### Work order
What you give back must match the data below character for character.

[Source data — start]

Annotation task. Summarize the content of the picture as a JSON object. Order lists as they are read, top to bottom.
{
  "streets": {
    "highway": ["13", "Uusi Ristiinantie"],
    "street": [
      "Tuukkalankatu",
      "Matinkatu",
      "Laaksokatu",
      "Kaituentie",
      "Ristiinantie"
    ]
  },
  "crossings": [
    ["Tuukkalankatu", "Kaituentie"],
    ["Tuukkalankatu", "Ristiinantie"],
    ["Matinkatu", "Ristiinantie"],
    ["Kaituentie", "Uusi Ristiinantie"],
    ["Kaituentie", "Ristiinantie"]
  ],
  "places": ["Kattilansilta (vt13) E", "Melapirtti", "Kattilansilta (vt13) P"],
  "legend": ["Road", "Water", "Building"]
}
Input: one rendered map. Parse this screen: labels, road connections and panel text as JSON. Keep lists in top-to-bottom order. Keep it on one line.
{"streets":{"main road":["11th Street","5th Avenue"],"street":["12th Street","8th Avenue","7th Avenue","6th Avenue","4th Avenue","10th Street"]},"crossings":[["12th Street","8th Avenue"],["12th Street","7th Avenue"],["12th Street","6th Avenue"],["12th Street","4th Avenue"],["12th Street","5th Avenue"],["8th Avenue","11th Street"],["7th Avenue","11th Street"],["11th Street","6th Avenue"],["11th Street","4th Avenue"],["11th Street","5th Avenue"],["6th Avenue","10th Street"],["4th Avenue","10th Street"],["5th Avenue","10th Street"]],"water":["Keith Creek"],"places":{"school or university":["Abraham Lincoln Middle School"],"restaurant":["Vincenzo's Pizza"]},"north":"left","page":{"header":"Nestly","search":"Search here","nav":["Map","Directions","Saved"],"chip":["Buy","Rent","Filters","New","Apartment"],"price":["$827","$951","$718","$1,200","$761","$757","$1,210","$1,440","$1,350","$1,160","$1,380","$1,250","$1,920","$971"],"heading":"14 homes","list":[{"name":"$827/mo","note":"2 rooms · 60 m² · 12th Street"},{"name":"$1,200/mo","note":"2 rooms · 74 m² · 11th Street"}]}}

[Source data — finish]

### Expected output
Annotation task. Summarize the content of the picture as a JSON object. Order lists as they are read, top to bottom.
{
  "streets": {
    "highway": ["13", "Uusi Ristiinantie"],
    "street": [
      "Tuukkalankatu",
      "Matinkatu",
      "Laaksokatu",
      "Kaituentie",
      "Ristiinantie"
    ]
  },
  "crossings": [
    ["Tuukkalankatu", "Kaituentie"],
    ["Tuukkalankatu", "Ristiinantie"],
    ["Matinkatu", "Ristiinantie"],
    ["Kaituentie", "Uusi Ristiinantie"],
    ["Kaituentie", "Ristiinantie"]
  ],
  "places": ["Kattilansilta (vt13) E", "Melapirtti", "Kattilansilta (vt13) P"],
  "legend": ["Road", "Water", "Building"]
}
Input: one rendered map. Parse this screen: labels, road connections and panel text as JSON. Keep lists in top-to-bottom order. Keep it on one line.
{"streets":{"main road":["11th Street","5th Avenue"],"street":["12th Street","8th Avenue","7th Avenue","6th Avenue","4th Avenue","10th Street"]},"crossings":[["12th Street","8th Avenue"],["12th Street","7th Avenue"],["12th Street","6th Avenue"],["12th Street","4th Avenue"],["12th Street","5th Avenue"],["8th Avenue","11th Street"],["7th Avenue","11th Street"],["11th Street","6th Avenue"],["11th Street","4th Avenue"],["11th Street","5th Avenue"],["6th Avenue","10th Street"],["4th Avenue","10th Street"],["5th Avenue","10th Street"]],"water":["Keith Creek"],"places":{"school or university":["Abraham Lincoln Middle School"],"restaurant":["Vincenzo's Pizza"]},"north":"left","page":{"header":"Nestly","search":"Search here","nav":["Map","Directions","Saved"],"chip":["Buy","Rent","Filters","New","Apartment"],"price":["$827","$951","$718","$1,200","$761","$757","$1,210","$1,440","$1,350","$1,160","$1,380","$1,250","$1,920","$971"],"heading":"14 homes","list":[{"name":"$827/mo","note":"2 rooms · 60 m² · 12th Street"},{"name":"$1,200/mo","note":"2 rooms · 74 m² · 11th Street"}]}}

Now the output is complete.